Retail prices for specialty prescription drugs widely used by older Americans ballooned by an average…

  • September 28, 2017

Retail prices for specialty prescription drugs widely used by older Americans ballooned by an average of 9.6% between 2014 and 2015, the highest increase since at least 2006, according to two new AARP Public Policy Institute reports.  These reports found that etail prices for some generic drugs saw more mixed results, with 11% showing price increases. While generic drug prices decreased overall in 2015, 11% of generic drugs saw price increases, some exceeding 100%. Specialty drugs generally include drugs used to treat complex, chronic health conditions. They often require special care in how they are administered to patients, as well as in how they are handled and stored.  Many specialty drugs treat conditions that are common among older people, including rheumatoid arthritis, multiple sclerosis, and cancer.

Wow, Look at These Drug Prices!

In 2015, the average annual cost of therapy with one specialty drug was USD 52,486, an amount more than three times higher than the average Social Security retirement benefit (USD 16,101) and twice the median income (USD 25,150) for someone on Medicare. By comparison, the average annual cost of therapy for one generic drug in 2015 was USD 523, down from USD 714 the year before. Among the 11% of generic drugs which saw price increases, all of the increases exceeded the rate of general inflation.

Between 2010 and 2015, all but 1 of the 399 widely-used generic drugs in this study experienced at least one retail price increase.
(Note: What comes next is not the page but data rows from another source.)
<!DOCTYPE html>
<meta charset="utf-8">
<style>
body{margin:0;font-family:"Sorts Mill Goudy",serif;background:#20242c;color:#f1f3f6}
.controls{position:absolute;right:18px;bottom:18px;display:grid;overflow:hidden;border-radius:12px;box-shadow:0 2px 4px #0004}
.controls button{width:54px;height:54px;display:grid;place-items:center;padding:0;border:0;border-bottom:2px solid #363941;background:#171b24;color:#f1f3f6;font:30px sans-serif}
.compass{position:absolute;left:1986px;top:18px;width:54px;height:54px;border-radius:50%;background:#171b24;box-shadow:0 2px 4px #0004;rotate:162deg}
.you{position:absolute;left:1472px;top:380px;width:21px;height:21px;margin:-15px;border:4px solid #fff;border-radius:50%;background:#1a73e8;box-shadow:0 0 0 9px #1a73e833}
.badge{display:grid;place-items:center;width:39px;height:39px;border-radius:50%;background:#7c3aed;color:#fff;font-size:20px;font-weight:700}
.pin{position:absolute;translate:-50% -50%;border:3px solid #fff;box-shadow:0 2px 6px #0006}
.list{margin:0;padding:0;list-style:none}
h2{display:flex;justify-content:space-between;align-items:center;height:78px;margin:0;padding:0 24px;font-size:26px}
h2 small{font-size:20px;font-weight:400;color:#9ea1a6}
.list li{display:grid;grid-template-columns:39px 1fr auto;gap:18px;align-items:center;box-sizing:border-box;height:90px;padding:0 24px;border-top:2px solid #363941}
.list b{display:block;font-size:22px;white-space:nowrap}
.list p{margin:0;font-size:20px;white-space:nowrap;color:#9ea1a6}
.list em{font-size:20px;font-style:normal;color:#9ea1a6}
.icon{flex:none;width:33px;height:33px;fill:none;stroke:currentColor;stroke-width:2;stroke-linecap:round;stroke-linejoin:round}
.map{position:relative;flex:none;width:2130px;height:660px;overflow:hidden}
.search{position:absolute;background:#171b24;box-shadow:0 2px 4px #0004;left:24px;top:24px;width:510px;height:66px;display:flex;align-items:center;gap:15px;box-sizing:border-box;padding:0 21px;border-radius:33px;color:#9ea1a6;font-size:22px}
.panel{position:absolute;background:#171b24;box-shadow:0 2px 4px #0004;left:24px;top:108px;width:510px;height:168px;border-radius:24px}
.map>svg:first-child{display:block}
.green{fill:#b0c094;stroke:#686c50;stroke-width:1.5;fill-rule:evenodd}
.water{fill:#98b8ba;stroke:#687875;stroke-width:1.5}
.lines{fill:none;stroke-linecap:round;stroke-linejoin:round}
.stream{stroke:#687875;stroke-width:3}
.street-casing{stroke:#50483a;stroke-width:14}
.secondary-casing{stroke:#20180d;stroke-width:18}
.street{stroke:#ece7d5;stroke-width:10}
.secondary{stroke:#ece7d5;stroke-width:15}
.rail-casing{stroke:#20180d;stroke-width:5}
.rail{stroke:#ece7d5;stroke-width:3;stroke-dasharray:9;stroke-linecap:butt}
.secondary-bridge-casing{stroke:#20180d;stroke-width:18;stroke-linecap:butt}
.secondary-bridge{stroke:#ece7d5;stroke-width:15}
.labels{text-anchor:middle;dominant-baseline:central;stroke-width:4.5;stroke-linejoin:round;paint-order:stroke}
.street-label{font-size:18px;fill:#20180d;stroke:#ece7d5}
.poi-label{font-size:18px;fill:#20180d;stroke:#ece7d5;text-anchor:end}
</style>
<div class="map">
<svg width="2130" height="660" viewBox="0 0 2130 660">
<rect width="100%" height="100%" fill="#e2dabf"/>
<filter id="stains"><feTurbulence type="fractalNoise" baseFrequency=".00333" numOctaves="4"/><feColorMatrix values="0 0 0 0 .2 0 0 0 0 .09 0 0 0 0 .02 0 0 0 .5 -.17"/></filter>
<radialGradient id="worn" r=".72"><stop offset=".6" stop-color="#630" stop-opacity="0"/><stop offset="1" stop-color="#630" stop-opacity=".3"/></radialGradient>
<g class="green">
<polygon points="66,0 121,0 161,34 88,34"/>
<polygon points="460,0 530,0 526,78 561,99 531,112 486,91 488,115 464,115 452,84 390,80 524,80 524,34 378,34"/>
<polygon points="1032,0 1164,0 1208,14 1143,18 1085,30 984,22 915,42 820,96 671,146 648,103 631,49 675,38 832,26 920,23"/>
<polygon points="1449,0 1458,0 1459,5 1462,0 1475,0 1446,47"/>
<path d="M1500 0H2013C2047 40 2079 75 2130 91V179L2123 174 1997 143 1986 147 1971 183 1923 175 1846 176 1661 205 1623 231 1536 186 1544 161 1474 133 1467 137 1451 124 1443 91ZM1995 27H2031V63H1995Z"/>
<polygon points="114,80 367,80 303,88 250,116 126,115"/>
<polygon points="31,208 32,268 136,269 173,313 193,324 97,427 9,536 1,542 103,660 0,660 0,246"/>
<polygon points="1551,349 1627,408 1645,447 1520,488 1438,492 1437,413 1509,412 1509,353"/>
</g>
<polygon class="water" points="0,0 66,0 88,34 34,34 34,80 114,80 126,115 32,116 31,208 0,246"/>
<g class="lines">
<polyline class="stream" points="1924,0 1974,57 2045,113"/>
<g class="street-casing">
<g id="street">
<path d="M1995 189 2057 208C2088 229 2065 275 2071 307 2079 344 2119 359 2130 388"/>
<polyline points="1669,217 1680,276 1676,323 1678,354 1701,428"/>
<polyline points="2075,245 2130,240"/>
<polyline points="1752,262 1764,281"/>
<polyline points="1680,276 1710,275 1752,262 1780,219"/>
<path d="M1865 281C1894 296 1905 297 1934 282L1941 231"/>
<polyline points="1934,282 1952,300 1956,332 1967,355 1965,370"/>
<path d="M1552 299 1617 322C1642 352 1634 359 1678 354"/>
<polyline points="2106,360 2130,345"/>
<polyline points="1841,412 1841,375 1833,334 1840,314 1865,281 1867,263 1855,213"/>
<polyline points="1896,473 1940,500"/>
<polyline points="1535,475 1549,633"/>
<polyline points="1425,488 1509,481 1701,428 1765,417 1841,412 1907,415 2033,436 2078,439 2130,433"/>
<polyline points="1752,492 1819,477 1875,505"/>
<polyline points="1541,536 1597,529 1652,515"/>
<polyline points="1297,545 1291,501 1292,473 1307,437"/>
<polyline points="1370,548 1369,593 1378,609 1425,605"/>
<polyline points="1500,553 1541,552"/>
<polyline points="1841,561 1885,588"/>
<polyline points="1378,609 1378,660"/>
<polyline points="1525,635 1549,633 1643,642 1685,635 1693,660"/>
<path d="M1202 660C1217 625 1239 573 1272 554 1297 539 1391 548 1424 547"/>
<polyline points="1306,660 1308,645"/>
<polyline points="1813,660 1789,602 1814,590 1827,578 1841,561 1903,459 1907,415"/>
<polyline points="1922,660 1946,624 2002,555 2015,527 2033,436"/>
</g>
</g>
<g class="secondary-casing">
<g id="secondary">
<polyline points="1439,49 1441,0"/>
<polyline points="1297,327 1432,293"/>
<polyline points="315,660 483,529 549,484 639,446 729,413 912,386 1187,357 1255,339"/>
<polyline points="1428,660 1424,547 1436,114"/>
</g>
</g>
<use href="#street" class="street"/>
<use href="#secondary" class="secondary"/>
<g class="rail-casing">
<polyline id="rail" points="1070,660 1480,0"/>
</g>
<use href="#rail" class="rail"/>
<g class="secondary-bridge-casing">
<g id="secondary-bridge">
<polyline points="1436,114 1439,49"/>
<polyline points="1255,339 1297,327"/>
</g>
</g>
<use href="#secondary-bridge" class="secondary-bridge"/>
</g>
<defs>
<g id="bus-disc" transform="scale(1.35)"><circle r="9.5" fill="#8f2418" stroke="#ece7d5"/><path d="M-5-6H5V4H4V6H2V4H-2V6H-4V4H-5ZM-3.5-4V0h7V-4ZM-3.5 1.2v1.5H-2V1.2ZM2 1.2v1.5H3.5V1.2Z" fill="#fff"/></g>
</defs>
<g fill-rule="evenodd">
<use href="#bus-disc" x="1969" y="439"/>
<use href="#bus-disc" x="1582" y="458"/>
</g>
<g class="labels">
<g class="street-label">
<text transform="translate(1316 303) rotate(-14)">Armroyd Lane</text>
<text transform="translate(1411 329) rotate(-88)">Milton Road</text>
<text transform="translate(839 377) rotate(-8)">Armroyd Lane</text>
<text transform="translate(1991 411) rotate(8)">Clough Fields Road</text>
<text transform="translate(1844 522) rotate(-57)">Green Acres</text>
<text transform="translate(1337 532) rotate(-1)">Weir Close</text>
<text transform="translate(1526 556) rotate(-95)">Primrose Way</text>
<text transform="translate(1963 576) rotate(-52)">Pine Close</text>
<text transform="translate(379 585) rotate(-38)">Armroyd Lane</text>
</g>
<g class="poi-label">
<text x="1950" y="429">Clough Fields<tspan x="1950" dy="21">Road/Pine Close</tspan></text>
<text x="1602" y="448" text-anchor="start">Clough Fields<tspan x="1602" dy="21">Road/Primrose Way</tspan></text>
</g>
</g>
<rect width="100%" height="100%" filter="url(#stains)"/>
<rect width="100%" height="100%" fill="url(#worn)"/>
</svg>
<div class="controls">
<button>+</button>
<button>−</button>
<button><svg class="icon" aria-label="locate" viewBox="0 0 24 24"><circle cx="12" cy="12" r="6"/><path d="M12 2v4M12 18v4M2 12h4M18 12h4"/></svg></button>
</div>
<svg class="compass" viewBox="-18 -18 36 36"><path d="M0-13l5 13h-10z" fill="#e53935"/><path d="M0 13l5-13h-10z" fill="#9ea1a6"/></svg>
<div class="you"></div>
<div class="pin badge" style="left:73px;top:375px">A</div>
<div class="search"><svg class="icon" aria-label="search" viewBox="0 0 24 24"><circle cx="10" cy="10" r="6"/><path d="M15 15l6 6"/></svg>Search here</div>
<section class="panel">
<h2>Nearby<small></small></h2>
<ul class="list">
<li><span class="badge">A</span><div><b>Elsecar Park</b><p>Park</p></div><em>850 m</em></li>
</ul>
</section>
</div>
Some of these price increases were extraordinary, exceeding 100%. Two manufacturers increased the retail price of doxycycline hyclate, a commonly-used generic antibiotic, by over 1,000%, the highest price increase noted in the generic drug report.

“American families can’t afford to keep paying for prescription drugs that cost more money than their salaries,” said AARP Chief Public Policy officer Debra Whitman. “These price increases are particularly hard on older adults, who take an average of 4 ½ prescription drugs per month and often live on fixed incomes.”